Por Carolina Díaz Flores
El día 1ero de Octubre de 1990, la ONU lo estableció como el Día Internacional del Adulto Mayor, esto para reconocer la contribución de las personas mayores, en cuanto a desarrollo humano, actividades productivas, económicas y sociales. Sin embargo, como sociedad aún estamos muy lejos de integrar en la vida cotidiana a las personas de la tercera edad y mucho menos de distinguirles (como regla y no como excepción) como miembros valiosos del tejido social.
Prueba de ello, es que hoy en día es frecuente que los ancianos que se encuentran cerca del final de la vida, pasen sus últimos días, meses o años, en una situación sumamente estresante, pues el proceso hacia la muerte suele ser agotador tanto para los cuidadores como para el propio paciente. Todo ello, derivado del conflicto entre necesidad de ser cuidados y el rechazo o imposibilidad de recibirlos.
En este contexto de agotamiento y falta de recursos (tiempo, dinero y energía), muchas de las necesidades del anciano se hacen invisibles, algunas de ellas son: legales, emocionales, espirituales o sexuales. Esto condiciona que el paciente no sólo experimente el proceso de muerte que por sí solo puede ser abrumador, sino que lo haga desde la incomprensión de su entorno. Por ejemplo, la espiritualidad, al ser una cuestión tan personal e íntima, no siempre se atiende de manera exitosa (menos si el paciente se encuentra hospitalizado o en terapia intensiva), aun cuando es una herramienta que puede brindar consuelo y alivio al individuo que es consciente de que invariablemente su muerte ocurrirá pronto.

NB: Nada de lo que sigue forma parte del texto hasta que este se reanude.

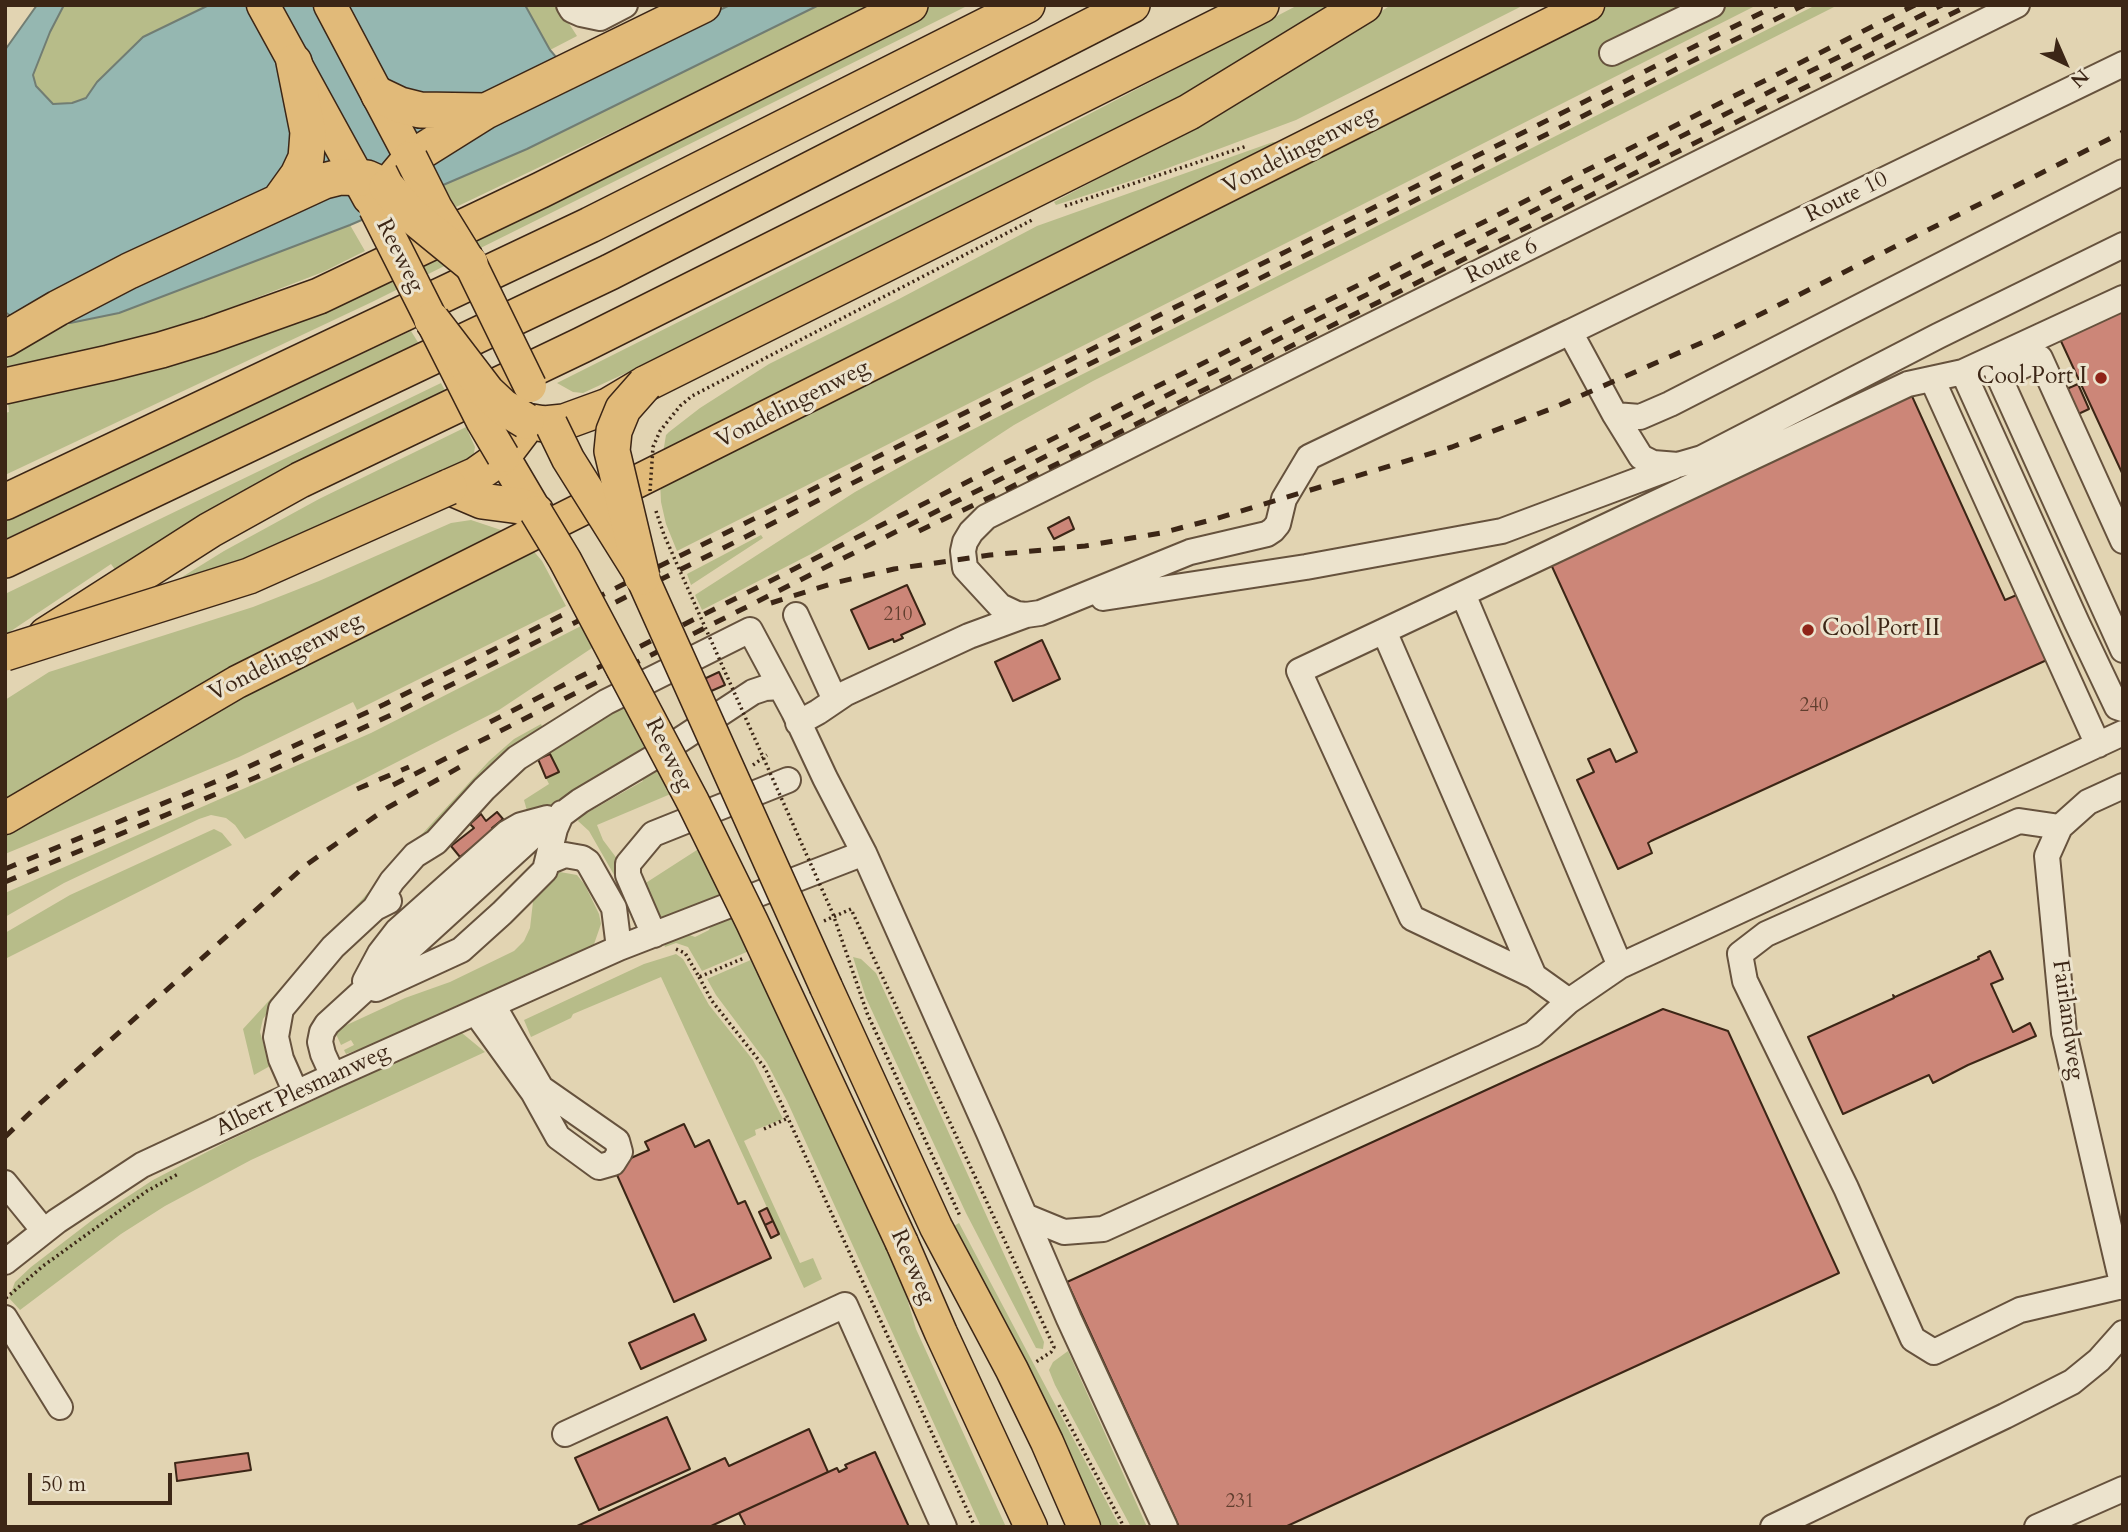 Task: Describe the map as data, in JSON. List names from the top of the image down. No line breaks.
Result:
{"streets":{"main road":["Vondelingenweg","Reeweg"],"street":["Route 10","Route 6","Fairlandweg","Albert Plesmanweg"]},"places":["Cool Port I","Cool Port II"],"house_numbers":["210","240","231"],"scale_bar":"50 m","north":"bottom right"}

Muchas ocasiones no se hace partícipe al propio anciano de su proceso de muerte, pues se oculta información, se suavizan noticias y se toman decisiones al margen de sus propias convicciones. Estas condiciones tienen diversos orígenes: desde el miedo, el desconocimiento, la inestabilidad emocional, los problemas sociales o económicos, el edadismo (discriminación y prejuicios en razón de la edad), y por último, en su forma más profunda, la falta de redes de apoyo que sostengan al anciano durante un proceso que no sólo es doloroso y traumático para quienes lo viven por fuera, sino que para el propio paciente puede resultar agotador, confuso y aterrador.
Por lo anterior, es pertinente visibilizar a la vejez como un estadio más de la vida, que merece vivirse en plenitud y no solamente como el paso previo a la muerte. La dignidad de los ancianos se violenta cotidianamente tanto en hogares por sus cuidadores, como en los hospitales por el personal sanitario. Ser anciano, requiere una resignificación a nivel comunitario, para garantizar una vida saludable, pero también una muerte digna.